=== YOUR GOAL ===
Copy every record below exactly as it stands.

=== WORKING DATA ===
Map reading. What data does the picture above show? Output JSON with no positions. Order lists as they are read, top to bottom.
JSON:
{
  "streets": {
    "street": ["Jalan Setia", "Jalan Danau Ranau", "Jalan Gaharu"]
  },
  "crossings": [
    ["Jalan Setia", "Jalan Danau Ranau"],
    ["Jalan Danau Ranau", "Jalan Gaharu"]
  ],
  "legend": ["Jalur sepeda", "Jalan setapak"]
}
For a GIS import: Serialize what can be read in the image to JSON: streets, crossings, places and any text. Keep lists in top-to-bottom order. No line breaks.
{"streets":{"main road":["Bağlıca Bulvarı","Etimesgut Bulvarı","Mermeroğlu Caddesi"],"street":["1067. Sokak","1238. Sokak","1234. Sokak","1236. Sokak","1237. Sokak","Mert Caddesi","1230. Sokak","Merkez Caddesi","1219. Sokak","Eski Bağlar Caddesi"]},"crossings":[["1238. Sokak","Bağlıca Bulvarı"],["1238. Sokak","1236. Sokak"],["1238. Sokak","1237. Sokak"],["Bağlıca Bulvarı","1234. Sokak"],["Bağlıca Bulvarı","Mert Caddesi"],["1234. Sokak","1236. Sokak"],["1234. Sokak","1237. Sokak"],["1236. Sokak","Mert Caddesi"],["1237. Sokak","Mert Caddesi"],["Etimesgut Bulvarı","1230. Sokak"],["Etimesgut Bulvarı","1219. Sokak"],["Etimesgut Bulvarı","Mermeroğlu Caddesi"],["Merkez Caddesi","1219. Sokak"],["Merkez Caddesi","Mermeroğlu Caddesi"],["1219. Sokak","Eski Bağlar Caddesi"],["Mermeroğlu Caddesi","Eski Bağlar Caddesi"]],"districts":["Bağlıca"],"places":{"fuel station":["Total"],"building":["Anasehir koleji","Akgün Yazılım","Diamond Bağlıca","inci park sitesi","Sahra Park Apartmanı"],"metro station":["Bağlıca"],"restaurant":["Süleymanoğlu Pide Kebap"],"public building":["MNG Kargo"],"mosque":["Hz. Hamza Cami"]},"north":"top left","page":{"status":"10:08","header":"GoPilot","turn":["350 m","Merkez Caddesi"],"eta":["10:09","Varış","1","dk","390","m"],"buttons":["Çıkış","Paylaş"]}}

=== SOLUTION FOR THIS PROBLEM ===
Map reading. What data does the picture above show? Output JSON with no positions. Order lists as they are read, top to bottom.
JSON:
{
  "streets": {
    "street": ["Jalan Setia", "Jalan Danau Ranau", "Jalan Gaharu"]
  },
  "crossings": [
    ["Jalan Setia", "Jalan Danau Ranau"],
    ["Jalan Danau Ranau", "Jalan Gaharu"]
  ],
  "legend": ["Jalur sepeda", "Jalan setapak"]
}
For a GIS import: Serialize what can be read in the image to JSON: streets, crossings, places and any text. Keep lists in top-to-bottom order. No line breaks.
{"streets":{"main road":["Bağlıca Bulvarı","Etimesgut Bulvarı","Mermeroğlu Caddesi"],"street":["1067. Sokak","1238. Sokak","1234. Sokak","1236. Sokak","1237. Sokak","Mert Caddesi","1230. Sokak","Merkez Caddesi","1219. Sokak","Eski Bağlar Caddesi"]},"crossings":[["1238. Sokak","Bağlıca Bulvarı"],["1238. Sokak","1236. Sokak"],["1238. Sokak","1237. Sokak"],["Bağlıca Bulvarı","1234. Sokak"],["Bağlıca Bulvarı","Mert Caddesi"],["1234. Sokak","1236. Sokak"],["1234. Sokak","1237. Sokak"],["1236. Sokak","Mert Caddesi"],["1237. Sokak","Mert Caddesi"],["Etimesgut Bulvarı","1230. Sokak"],["Etimesgut Bulvarı","1219. Sokak"],["Etimesgut Bulvarı","Mermeroğlu Caddesi"],["Merkez Caddesi","1219. Sokak"],["Merkez Caddesi","Mermeroğlu Caddesi"],["1219. Sokak","Eski Bağlar Caddesi"],["Mermeroğlu Caddesi","Eski Bağlar Caddesi"]],"districts":["Bağlıca"],"places":{"fuel station":["Total"],"building":["Anasehir koleji","Akgün Yazılım","Diamond Bağlıca","inci park sitesi","Sahra Park Apartmanı"],"metro station":["Bağlıca"],"restaurant":["Süleymanoğlu Pide Kebap"],"public building":["MNG Kargo"],"mosque":["Hz. Hamza Cami"]},"north":"top left","page":{"status":"10:08","header":"GoPilot","turn":["350 m","Merkez Caddesi"],"eta":["10:09","Varış","1","dk","390","m"],"buttons":["Çıkış","Paylaş"]}}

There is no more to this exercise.